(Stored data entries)

──────────

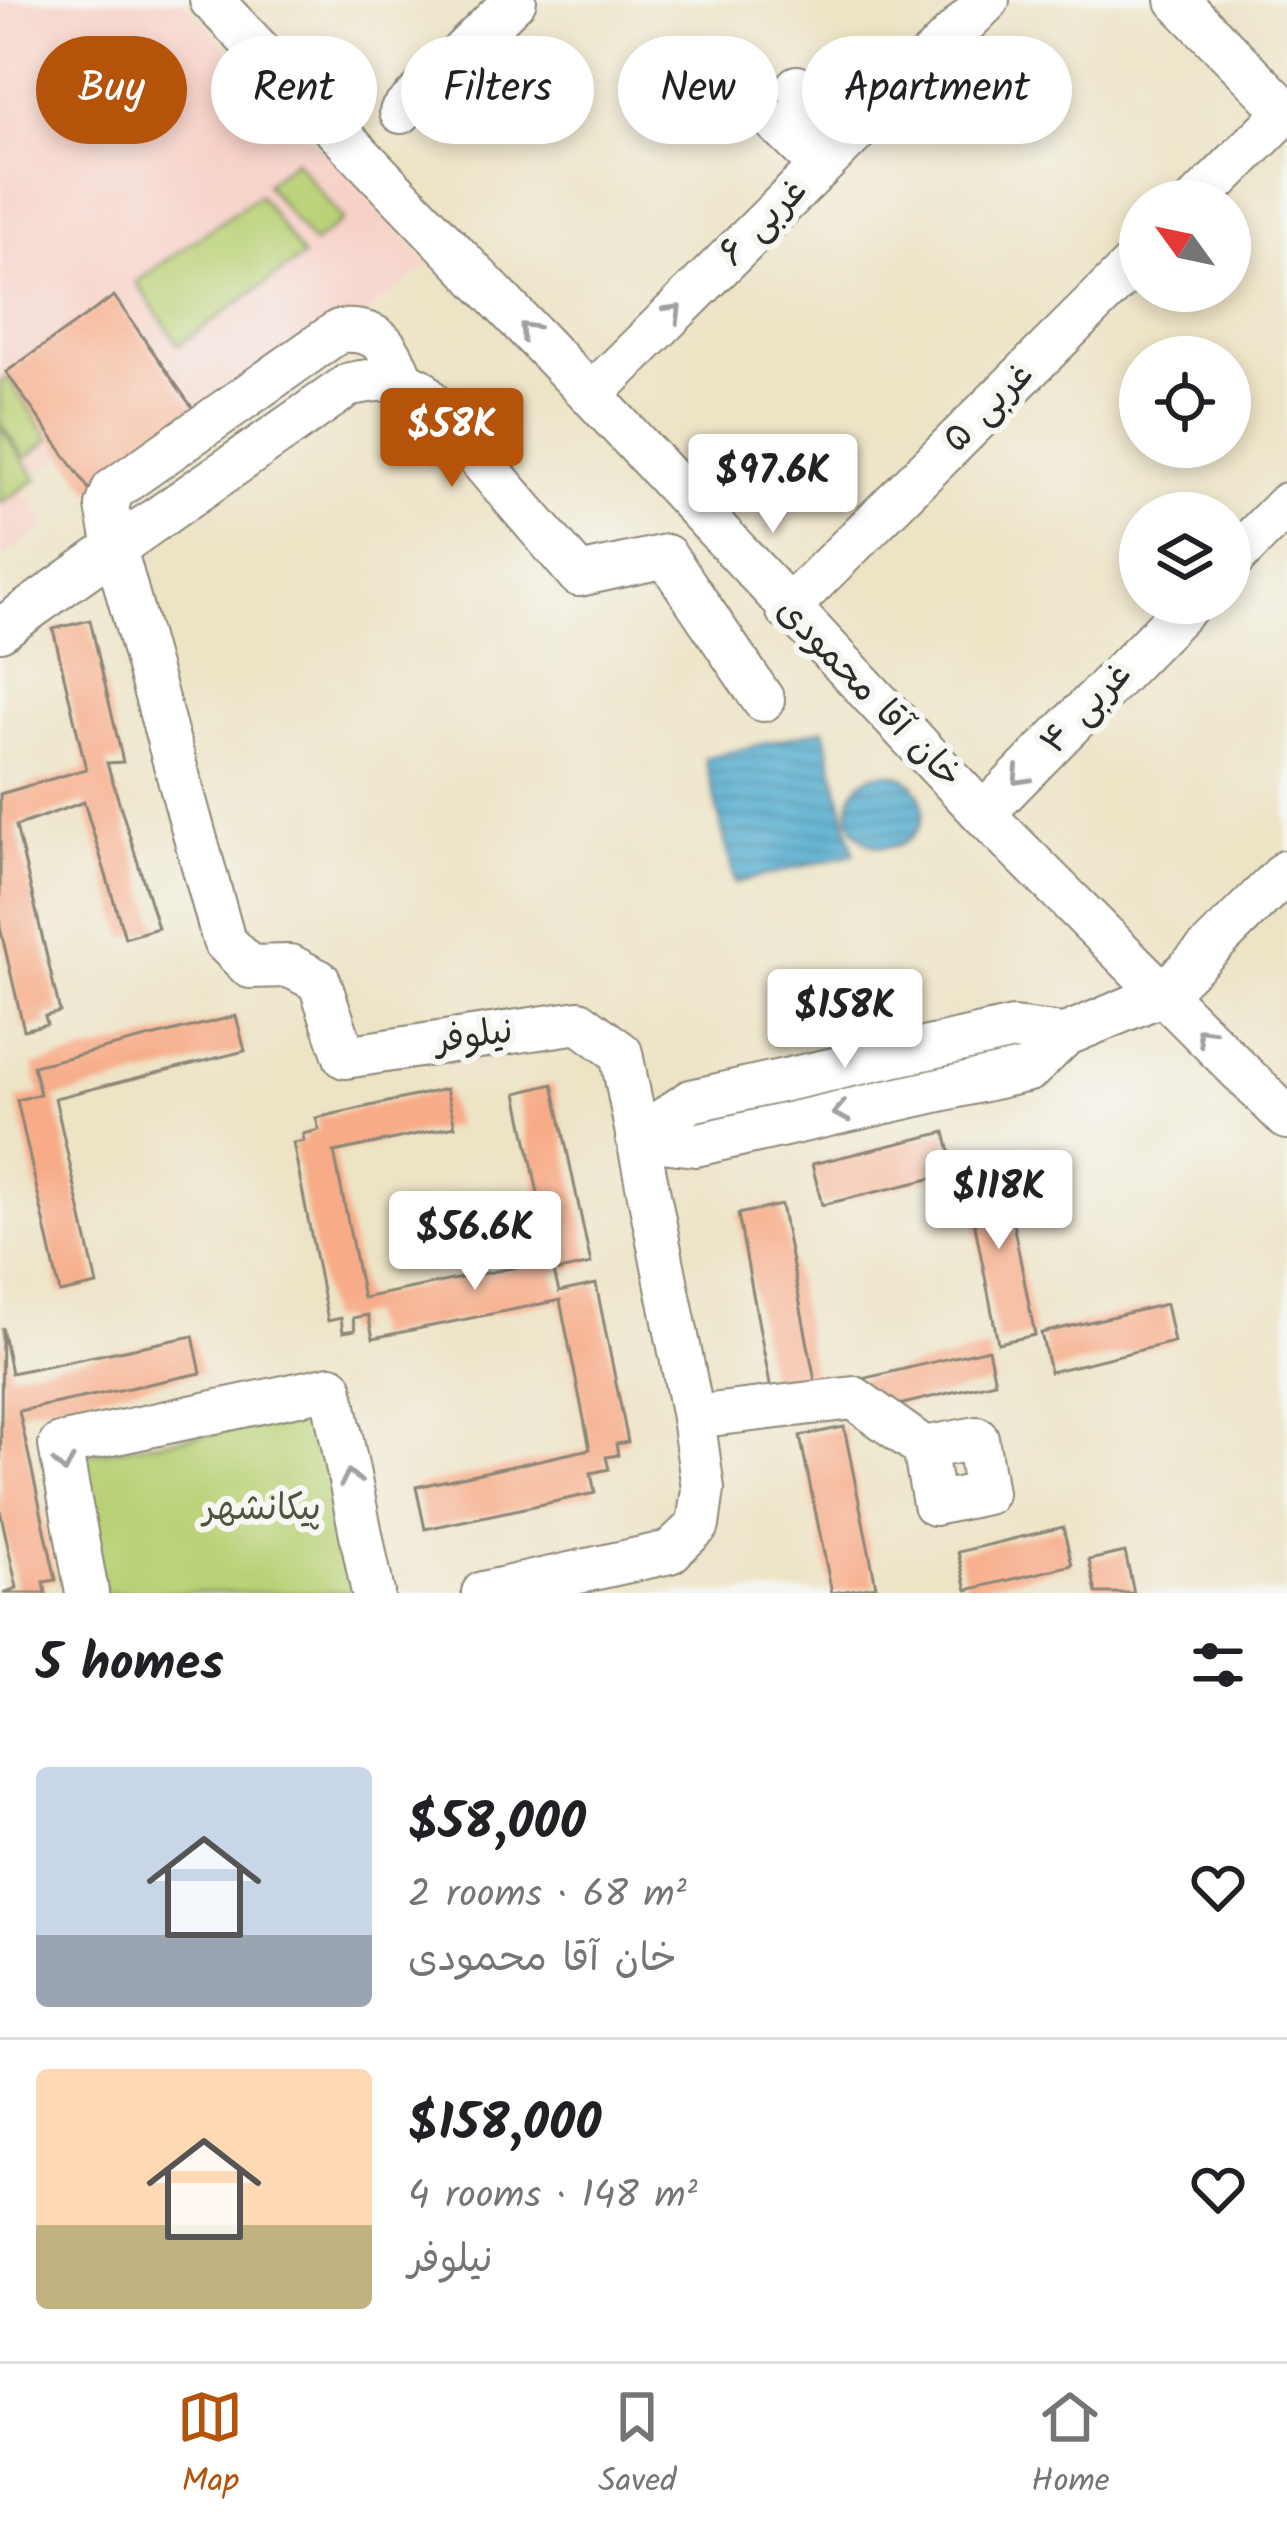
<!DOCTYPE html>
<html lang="en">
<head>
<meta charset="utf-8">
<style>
	:root { --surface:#fff; --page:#f2f2f2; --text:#202124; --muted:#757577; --line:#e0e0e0; --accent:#b45309 }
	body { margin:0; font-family:Kalam,"Playpen Sans Arabic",sans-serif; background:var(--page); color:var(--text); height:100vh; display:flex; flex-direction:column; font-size:45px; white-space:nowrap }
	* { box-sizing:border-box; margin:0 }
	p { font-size:39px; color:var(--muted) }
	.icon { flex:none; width:66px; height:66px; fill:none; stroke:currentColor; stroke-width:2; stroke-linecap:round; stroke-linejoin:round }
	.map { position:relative; height:1593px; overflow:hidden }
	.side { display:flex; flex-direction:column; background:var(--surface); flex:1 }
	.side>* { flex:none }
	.top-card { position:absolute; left:36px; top:36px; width:1215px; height:108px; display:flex; gap:24px }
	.needle { width:78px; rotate:303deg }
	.controls { position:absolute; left:1119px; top:180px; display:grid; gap:24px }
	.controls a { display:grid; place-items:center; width:132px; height:132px; border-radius:50%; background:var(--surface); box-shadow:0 6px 18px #0003; font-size:60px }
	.price { position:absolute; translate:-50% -102px; padding:0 27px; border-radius:12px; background:#fff; color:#222; font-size:39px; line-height:78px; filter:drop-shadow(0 3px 6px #0008) }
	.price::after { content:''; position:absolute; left:50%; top:72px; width:36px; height:27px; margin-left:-18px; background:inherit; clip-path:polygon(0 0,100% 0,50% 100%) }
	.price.selected { background:var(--accent); color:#fff }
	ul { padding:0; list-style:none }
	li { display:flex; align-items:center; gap:36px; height:300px; padding:0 36px }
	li+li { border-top:3px solid var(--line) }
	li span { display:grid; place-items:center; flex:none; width:336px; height:240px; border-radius:12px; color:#555 }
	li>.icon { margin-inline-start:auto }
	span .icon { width:144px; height:144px; fill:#fffc; stroke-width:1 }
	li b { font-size:51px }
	h2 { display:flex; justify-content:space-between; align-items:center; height:144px; padding:0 36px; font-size:51px }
	.chip { padding:0 42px; border-radius:54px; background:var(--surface); box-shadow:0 6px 18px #0003; font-size:42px; line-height:108px }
	.chip.selected { background:var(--accent); color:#fff }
	.tab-bar { display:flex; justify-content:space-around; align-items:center; height:168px; border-top:3px solid var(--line); background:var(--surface); font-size:33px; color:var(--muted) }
	.tab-bar a { display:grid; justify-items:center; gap:6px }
	.tab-bar .selected { color:var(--accent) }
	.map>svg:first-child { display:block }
</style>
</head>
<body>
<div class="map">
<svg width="1287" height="1593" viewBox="0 0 1287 1593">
	<defs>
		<pattern id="water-rules" width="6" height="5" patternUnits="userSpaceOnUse" patternTransform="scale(3)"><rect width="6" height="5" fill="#50aace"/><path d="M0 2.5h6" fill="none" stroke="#438ba7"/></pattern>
	</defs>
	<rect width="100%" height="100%" fill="#f6f6f2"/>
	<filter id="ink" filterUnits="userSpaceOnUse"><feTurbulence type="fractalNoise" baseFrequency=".00833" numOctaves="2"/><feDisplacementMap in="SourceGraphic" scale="24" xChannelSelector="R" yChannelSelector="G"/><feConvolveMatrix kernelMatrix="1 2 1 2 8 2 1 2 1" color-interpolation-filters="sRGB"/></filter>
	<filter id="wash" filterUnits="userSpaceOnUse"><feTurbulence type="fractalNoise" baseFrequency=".004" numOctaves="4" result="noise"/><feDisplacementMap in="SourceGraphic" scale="48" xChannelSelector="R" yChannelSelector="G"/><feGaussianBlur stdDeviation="2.7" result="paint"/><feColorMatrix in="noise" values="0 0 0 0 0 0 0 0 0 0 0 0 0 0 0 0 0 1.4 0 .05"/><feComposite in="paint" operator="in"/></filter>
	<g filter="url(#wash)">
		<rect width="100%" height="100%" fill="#ede3c5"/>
		<!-- built -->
		<polygon fill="#f7d1c8" points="0,0 182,0 430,264 354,323 198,416 113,296 7,372 65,455 21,485 49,525 0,559"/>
		<!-- park -->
		<g fill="#b9d176" stroke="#727e50" stroke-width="3">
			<polygon points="295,160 343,220 313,244 266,184"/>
			<polygon points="259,195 303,257 179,345 136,282"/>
			<polygon points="7,377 50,440 25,458 0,422 0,382"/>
			<polygon points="0,426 37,479 0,504"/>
			<polygon points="308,1417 319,1418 366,1593 103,1593 77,1456"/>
		</g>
		<!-- water -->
		<g fill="url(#water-rules)" stroke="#3e6a7c" stroke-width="3">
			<polygon points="824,729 854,854 735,883 705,758"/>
			<circle cx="886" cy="810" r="37"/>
		</g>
		<g id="blocks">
			<!-- building -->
			<g fill="#f7ab87">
				<polygon points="114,296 198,416 91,492 6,372"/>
				<polygon points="90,620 123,762 107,763 158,928 125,938 84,802 16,826 60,1012 45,1016 47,1024 24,1030 0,927 0,794 86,769 53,629"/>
				<polygon points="236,1016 245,1051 55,1098 97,1285 60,1293 17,1100 40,1094 33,1066"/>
				<polygon points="553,1084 591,1264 554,1272 559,1292 596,1284 628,1442 616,1444 618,1455 606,1457 609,1469 591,1473 595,1493 425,1529 416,1487 590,1449 560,1300 373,1338 368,1315 353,1318 355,1330 343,1332 341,1318 328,1321 293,1143 304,1141 303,1134 319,1130 316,1118 446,1089 455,1126 334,1152 363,1298 552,1260 517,1093"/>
				<polygon points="945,1132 955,1173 822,1205 812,1164"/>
				<polygon points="1001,1162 1035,1335 998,1343 964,1169"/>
				<polygon points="781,1205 816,1386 772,1395 738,1214"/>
				<polygon points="1166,1304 1174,1342 1050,1372 1041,1333"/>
				<polygon points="2,1327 11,1373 193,1336 201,1373 19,1411 56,1580 44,1582 46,1593 3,1593 17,1588 0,1510"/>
				<polygon points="988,1349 995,1382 840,1419 832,1386"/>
				<polygon points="844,1427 876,1586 832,1593 800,1436"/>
				<polygon points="1063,1527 1072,1565 967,1590 958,1552"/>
				<polygon points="1125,1552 1134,1593 1096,1593 1089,1560"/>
			</g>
		</g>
	</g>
	<g filter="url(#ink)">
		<use href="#blocks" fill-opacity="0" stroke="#8c8778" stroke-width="3"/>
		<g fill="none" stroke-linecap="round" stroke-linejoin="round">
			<!-- minor casing -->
			<g stroke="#8c8778" stroke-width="46">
				<g id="minor">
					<polyline points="211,0 591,395 983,814 1287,1118"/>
					<polyline points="1177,0 1287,112"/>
					<polyline points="797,87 846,141"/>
					<polyline points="401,112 515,0"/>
					<polyline points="775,121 821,166"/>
					<polyline points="1197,201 1287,111"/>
					<path d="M 402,380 C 388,344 379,328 339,331 L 113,490 L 107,506 L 115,548 L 350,384 C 377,379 394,376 419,389 L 579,575 L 666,556 L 763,700"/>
					<polyline points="591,395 988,0"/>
					<polyline points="1230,562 1287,504"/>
					<polyline points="787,609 1140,258"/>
					<polyline points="0,630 115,548 224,941 250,967 290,966 319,981 345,1057 579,1022 621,1053 693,1417 703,1489 698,1525 670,1552 483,1593"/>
					<polyline points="983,814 1190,603"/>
					<polyline points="637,1138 695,1145 1029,1070 1065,1035 1163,994 1287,871"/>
					<polyline points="637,1138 691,1101 1013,1029 1065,1035"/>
					<polyline points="693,1417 854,1398 924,1448 934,1504 986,1493 977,1438 924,1448"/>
					<polyline points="87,1593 60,1445 331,1387 373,1593"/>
				</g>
			</g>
			<!-- minor -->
			<use href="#minor" stroke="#fff" stroke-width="42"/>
		</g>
		<!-- one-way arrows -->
		<defs><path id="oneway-chevron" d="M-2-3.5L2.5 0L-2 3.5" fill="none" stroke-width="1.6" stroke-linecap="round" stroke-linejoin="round" transform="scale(3)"/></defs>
		<g stroke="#a0a0a0">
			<use href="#oneway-chevron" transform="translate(674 312) rotate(-45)"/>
			<use href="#oneway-chevron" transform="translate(527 330) rotate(-134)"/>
			<use href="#oneway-chevron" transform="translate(1020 777) rotate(134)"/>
			<use href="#oneway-chevron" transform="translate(1204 1035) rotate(-135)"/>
			<use href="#oneway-chevron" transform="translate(841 1112) rotate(168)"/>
			<use href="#oneway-chevron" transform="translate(64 1465) rotate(81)"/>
			<use href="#oneway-chevron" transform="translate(350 1478) rotate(-102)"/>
		</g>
	</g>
	<g text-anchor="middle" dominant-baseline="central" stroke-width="12" stroke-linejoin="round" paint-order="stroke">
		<!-- street labels -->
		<g font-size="36" fill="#2b2b2b" stroke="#f6f6f2">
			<text transform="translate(764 223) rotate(-45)">۶ غربی</text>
			<text transform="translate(989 408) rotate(-45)">۵ غربی</text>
			<text transform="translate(868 694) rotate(46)">خان آقا محمودی</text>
			<text transform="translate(1087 709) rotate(-46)">۴ غربی</text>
			<text transform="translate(474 1037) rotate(-8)">نیلوفر</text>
		</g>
		<!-- park labels -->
		<g font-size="36" fill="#4e543e" stroke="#f6f6f2">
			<text x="262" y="1509">پیکانشهر</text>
		</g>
	</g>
</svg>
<div class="controls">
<a><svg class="needle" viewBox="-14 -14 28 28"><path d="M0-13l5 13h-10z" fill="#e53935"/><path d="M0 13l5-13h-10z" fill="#757577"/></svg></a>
<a><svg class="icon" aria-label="locate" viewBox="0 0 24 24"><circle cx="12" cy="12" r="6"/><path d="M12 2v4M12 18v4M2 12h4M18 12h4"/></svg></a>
<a><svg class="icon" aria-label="layers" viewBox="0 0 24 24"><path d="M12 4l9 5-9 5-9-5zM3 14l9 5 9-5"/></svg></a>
</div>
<b class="price selected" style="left:452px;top:490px">$58K</b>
<b class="price" style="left:773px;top:536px">$97.6K</b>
<b class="price" style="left:845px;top:1071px">$158K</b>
<b class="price" style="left:999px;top:1252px">$118K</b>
<b class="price" style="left:475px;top:1293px">$56.6K</b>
<div class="top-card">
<a class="chip selected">Buy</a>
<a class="chip">Rent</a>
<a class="chip">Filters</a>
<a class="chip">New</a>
<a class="chip">Apartment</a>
</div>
</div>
<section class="side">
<h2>5 homes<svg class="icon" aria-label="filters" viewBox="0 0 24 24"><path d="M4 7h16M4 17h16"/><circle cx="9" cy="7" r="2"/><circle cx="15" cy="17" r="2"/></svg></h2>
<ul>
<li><span style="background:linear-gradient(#c9d6e8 70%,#9aa5b1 0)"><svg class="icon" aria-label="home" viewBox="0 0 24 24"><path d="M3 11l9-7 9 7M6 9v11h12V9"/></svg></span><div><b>$58,000</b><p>2 rooms · 68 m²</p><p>خان آقا محمودی</p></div><svg class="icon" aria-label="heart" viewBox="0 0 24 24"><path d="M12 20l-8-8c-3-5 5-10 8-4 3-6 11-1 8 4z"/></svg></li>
<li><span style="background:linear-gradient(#ffd9b3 65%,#c2b280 0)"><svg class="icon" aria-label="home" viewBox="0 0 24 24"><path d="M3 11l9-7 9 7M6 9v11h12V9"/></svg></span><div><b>$158,000</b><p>4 rooms · 148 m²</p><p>نیلوفر</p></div><svg class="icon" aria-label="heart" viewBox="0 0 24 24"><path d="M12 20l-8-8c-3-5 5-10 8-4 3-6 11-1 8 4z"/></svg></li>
</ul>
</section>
<nav class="tab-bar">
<a class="selected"><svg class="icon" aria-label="map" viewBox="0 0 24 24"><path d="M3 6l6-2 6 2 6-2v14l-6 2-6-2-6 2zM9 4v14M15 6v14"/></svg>Map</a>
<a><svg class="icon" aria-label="saved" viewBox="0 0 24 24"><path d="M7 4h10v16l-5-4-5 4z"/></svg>Saved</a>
<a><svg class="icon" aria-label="home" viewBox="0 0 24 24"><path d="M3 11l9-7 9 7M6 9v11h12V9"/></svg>Home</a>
</nav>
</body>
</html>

──────────

● **Problem to solve**
Pictures do not belong in the copy. Repeat only the lines from the top of the records through the line containing "display:grid; place-items:center; width:132px;".

● **Written response**
<!DOCTYPE html>
<html lang="en">
<head>
<meta charset="utf-8">
<style>
	:root { --surface:#fff; --page:#f2f2f2; --text:#202124; --muted:#757577; --line:#e0e0e0; --accent:#b45309 }
	body { margin:0; font-family:Kalam,"Playpen Sans Arabic",sans-serif; background:var(--page); color:var(--text); height:100vh; display:flex; flex-direction:column; font-size:45px; white-space:nowrap }
	* { box-sizing:border-box; margin:0 }
	p { font-size:39px; color:var(--muted) }
	.icon { flex:none; width:66px; height:66px; fill:none; stroke:currentColor; stroke-width:2; stroke-linecap:round; stroke-linejoin:round }
	.map { position:relative; height:1593px; overflow:hidden }
	.side { display:flex; flex-direction:column; background:var(--surface); flex:1 }
	.side>* { flex:none }
	.top-card { position:absolute; left:36px; top:36px; width:1215px; height:108px; display:flex; gap:24px }
	.needle { width:78px; rotate:303deg }
	.controls { position:absolute; left:1119px; top:180px; display:grid; gap:24px }
	.controls a { display:grid; place-items:center; width:132px; height:132px; border-radius:50%; background:var(--surface); box-shadow:0 6px 18px #0003; font-size:60px }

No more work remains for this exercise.